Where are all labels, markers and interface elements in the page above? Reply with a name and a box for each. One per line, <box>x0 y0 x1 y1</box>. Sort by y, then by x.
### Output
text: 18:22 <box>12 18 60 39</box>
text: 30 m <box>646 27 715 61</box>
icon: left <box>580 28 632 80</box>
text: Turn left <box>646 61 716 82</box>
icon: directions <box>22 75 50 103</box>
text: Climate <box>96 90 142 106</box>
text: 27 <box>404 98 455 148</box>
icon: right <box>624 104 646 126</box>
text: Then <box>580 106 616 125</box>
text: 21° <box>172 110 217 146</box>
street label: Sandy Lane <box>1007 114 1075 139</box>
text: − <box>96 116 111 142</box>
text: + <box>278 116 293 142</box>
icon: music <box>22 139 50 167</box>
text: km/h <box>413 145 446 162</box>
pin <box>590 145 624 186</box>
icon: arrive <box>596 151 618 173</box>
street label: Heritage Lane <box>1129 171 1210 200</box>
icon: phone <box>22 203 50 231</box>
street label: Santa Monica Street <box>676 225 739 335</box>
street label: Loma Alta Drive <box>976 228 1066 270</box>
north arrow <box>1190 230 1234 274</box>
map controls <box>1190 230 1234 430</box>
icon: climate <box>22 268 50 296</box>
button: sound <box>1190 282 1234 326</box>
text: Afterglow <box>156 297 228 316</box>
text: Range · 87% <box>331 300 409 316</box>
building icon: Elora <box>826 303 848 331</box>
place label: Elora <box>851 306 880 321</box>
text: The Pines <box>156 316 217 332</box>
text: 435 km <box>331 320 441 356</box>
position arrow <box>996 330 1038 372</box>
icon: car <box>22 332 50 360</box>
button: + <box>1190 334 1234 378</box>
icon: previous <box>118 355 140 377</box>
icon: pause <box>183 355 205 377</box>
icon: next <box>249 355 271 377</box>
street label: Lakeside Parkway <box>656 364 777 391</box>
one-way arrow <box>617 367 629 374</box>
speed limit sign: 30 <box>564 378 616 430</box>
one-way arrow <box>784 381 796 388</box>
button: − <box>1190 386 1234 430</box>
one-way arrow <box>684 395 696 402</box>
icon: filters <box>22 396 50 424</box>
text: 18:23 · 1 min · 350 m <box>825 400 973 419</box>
_ _ _ _ _ _ _
TASK BRIEF
Line by line, retype all of the records exactly.

EXERCISE RESPONSE
Where are all labels, markers and interface elements in the page above? Reply with a name and a box for each. One per line, <box>x0 y0 x1 y1</box>. Sort by y, then by x.
### Output
text: 18:22 <box>12 18 60 39</box>
text: 30 m <box>646 27 715 61</box>
icon: left <box>580 28 632 80</box>
text: Turn left <box>646 61 716 82</box>
icon: directions <box>22 75 50 103</box>
text: Climate <box>96 90 142 106</box>
text: 27 <box>404 98 455 148</box>
icon: right <box>624 104 646 126</box>
text: Then <box>580 106 616 125</box>
text: 21° <box>172 110 217 146</box>
street label: Sandy Lane <box>1007 114 1075 139</box>
text: − <box>96 116 111 142</box>
text: + <box>278 116 293 142</box>
icon: music <box>22 139 50 167</box>
text: km/h <box>413 145 446 162</box>
pin <box>590 145 624 186</box>
icon: arrive <box>596 151 618 173</box>
street label: Heritage Lane <box>1129 171 1210 200</box>
icon: phone <box>22 203 50 231</box>
street label: Santa Monica Street <box>676 225 739 335</box>
street label: Loma Alta Drive <box>976 228 1066 270</box>
north arrow <box>1190 230 1234 274</box>
map controls <box>1190 230 1234 430</box>
icon: climate <box>22 268 50 296</box>
button: sound <box>1190 282 1234 326</box>
text: Afterglow <box>156 297 228 316</box>
text: Range · 87% <box>331 300 409 316</box>
building icon: Elora <box>826 303 848 331</box>
place label: Elora <box>851 306 880 321</box>
text: The Pines <box>156 316 217 332</box>
text: 435 km <box>331 320 441 356</box>
position arrow <box>996 330 1038 372</box>
icon: car <box>22 332 50 360</box>
button: + <box>1190 334 1234 378</box>
icon: previous <box>118 355 140 377</box>
icon: pause <box>183 355 205 377</box>
icon: next <box>249 355 271 377</box>
street label: Lakeside Parkway <box>656 364 777 391</box>
one-way arrow <box>617 367 629 374</box>
speed limit sign: 30 <box>564 378 616 430</box>
one-way arrow <box>784 381 796 388</box>
button: − <box>1190 386 1234 430</box>
one-way arrow <box>684 395 696 402</box>
icon: filters <box>22 396 50 424</box>
text: 18:23 · 1 min · 350 m <box>825 400 973 419</box>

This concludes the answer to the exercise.